Abraxas Energy Consulting conducted an energy assessment for the Aviation Survival Training Center Whidbey Island in Oak Harbor, Washington in August 2013. There are 2 buildings in the scope of this project at this facility: a 13,241 square foot physiology building and a 22,140 square foot operational training pool. The goal of the audit was to assist Whidbey Island in identifying and developing energy investment initiatives that achieved the federally required energy reductions.
The energy assessment was performed in two phases, a Preliminary Assessment (Phase 1) and a Scoping Energy Assessment (Phase 2). Phase 1 consisted of a utility bill audit which established a baseline for energy and water usage and facilities benchmarking using energy Star Portfolio Manager. Twelve months of bills for water and gas, and electricity were used to conduct the audit. This generated a baseline for the energy/water/gas usage and utility costs, which was used in calculating potential energy savings. Calculated Energy Star scores were 64 for the physiology building and 9 for the training pool and the goal after implementation of conservation measures was to reach a score of 75. The calculated HDDs and CDDs provided insight to potential energy conservation measures.

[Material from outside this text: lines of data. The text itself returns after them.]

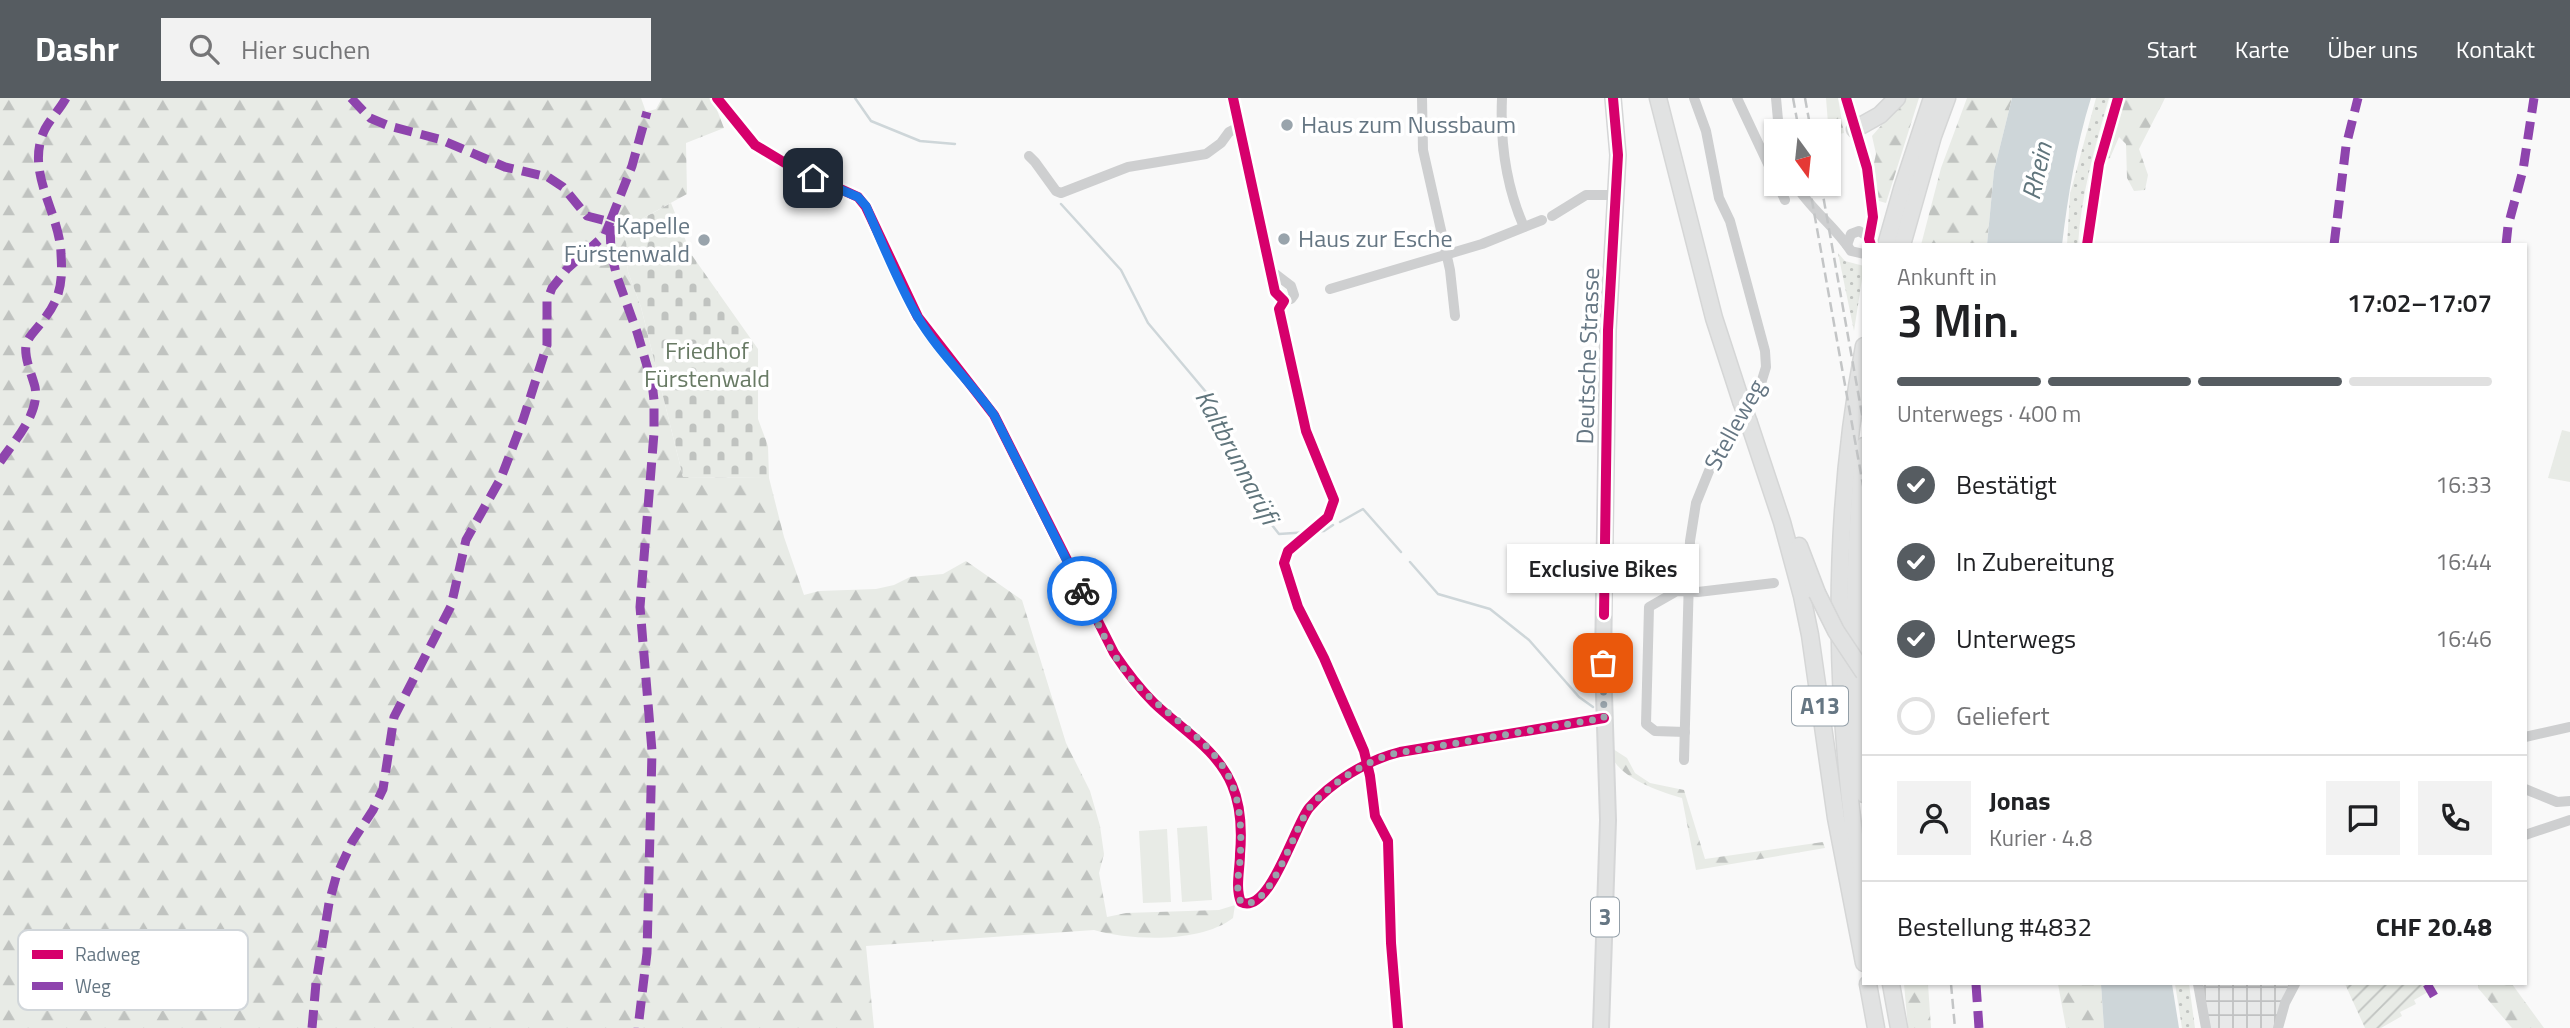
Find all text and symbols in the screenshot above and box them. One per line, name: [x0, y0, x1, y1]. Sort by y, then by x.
search box: [161, 18, 651, 81]
text: Dashr: [35, 24, 119, 74]
icon: search: [185, 30, 223, 68]
text: Hier suchen: [241, 30, 370, 69]
text: Start: [2147, 31, 2197, 67]
text: Karte: [2235, 31, 2289, 67]
text: Über uns: [2327, 31, 2418, 67]
text: Kontakt: [2456, 31, 2535, 67]
place label: Haus zum Nussbaum: [1301, 106, 1516, 142]
marker: Haus zum Nussbaum: [1279, 117, 1295, 133]
north arrow: [1764, 119, 1841, 196]
map controls: [1764, 119, 1841, 196]
water label: Rhein: [2011, 137, 2062, 204]
pin: [783, 148, 843, 208]
icon: home: [794, 159, 832, 197]
place label: Kapelle Fürstenwald: [564, 207, 690, 271]
place label: Haus zur Esche: [1298, 220, 1453, 256]
marker: Haus zur Esche: [1276, 231, 1292, 247]
marker: Kapelle Fürstenwald: [696, 232, 712, 248]
text: Ankunft in: [1897, 259, 1997, 294]
street label: Deutsche Strasse: [1566, 267, 1608, 445]
text: 17:02–17:07: [2347, 283, 2492, 322]
text: 3 Min.: [1897, 285, 2019, 355]
park label: Friedhof Fürstenwald: [644, 332, 770, 396]
street label: Stelleweg: [1694, 372, 1774, 477]
water label: Kaltbrunnarüfi: [1186, 382, 1291, 533]
text: Unterwegs · 400 m: [1897, 396, 2081, 431]
text: Bestätigt: [1956, 465, 2057, 504]
icon: check: [1897, 466, 1935, 504]
text: 16:33: [2435, 467, 2492, 502]
text: In Zubereitung: [1956, 542, 2114, 581]
icon: check: [1897, 543, 1935, 581]
callout: Exclusive Bikes: [1507, 544, 1699, 593]
text: 16:44: [2435, 544, 2492, 579]
text: Exclusive Bikes: [1528, 551, 1678, 586]
courier: [1047, 556, 1117, 626]
icon: bike: [1063, 572, 1101, 610]
text: Unterwegs: [1956, 619, 2076, 658]
icon: check: [1897, 620, 1935, 658]
text: 16:46: [2435, 621, 2492, 656]
pin: [1573, 633, 1633, 693]
icon: bag: [1584, 644, 1622, 682]
road number: A13: [1792, 686, 1848, 726]
text: Geliefert: [1956, 696, 2050, 735]
button: person: [1897, 781, 1971, 855]
text: Jonas: [1989, 781, 2051, 820]
button: chat: [2326, 781, 2400, 855]
button: phone: [2418, 781, 2492, 855]
text: Kurier · 4.8: [1989, 820, 2092, 855]
road number: 3: [1591, 898, 1619, 936]
text: Bestellung #4832: [1897, 907, 2092, 946]
text: CHF 20.48: [2376, 907, 2492, 946]
legend: [18, 930, 248, 1010]
text: Radweg: [75, 939, 140, 968]
text: Weg: [75, 971, 111, 1000]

The second phase used on-site visits with the purpose of identifying and quantifying cost-effective energy efficiency measures, water conservation practices and renewable energy measures. During the on-site inspection all the relevant information on the existing building conditions was collected. This on-site assessment included reviewing building and equipment data, interviewing site personnel, observing energy related equipment operation, and conducting some limited site measurements. Based on the inspection and calculations fifteen ECMs were recommended, as well as a list of administrative and operational measures that could be also implemented.

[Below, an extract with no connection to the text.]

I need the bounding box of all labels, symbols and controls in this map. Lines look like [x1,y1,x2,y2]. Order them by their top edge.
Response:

The largest opportunity for savings was found on installing a pool cover to prevent loss of heat during evaporation. Other ECMs found, affecting both or only one of the analyzed buildings, were increase of server room temperature setpoint, schedule of pool pump circulations, replacement of in-pool lights, installation of flow regulators on restroom faucets, reduction of compressed air pressure in the compressed air system used for air tools, control of the pool exhaust fan, lighting controls and upgrades, implementation of demand controlled ventilation, replacement of and old boiler with a condensing one, addition of VFDs to RTU fans and installation of synchronous belts on AHU fans. Studies were also conducted into the feasibility of co-generation, renewable energy sources and retro-commissioning. These were preliminary assessments and based on the results, co-generation and renewable energy sources were not found to be cost effective. A full re-commissioning of the hospital building was not recommended even though the measures identified during the feasibility study should be investigated further and implemented if found to be practical. The existing and proposed annual energy usage and cost for this project are shown below.
When implemented, the ECMs will save over $26,583 per year with a simple payback of 3.5 years. The list of measures is prioritized by simple payback such that short-term investments are expected to be implemented first and longer term investments implemented last. Some interactive effects are accounted for in the calculation of energy savings such that if a different implementation sequence is followed the savings realized will vary to a degree. Total savings for electricity is 199,086 kWh/yr, for gas the savings is 7,847 Therm/yr, and for water savings is 21 MGal/yr. Total energy savings results in a 27% reduction in energy intensity. All values were evaluated using bin simulations and spreadsheet calculations based upon standard energy savings estimating methods and known and assumed operating conditions. Various incentives were identified through utility companies and various federal programs.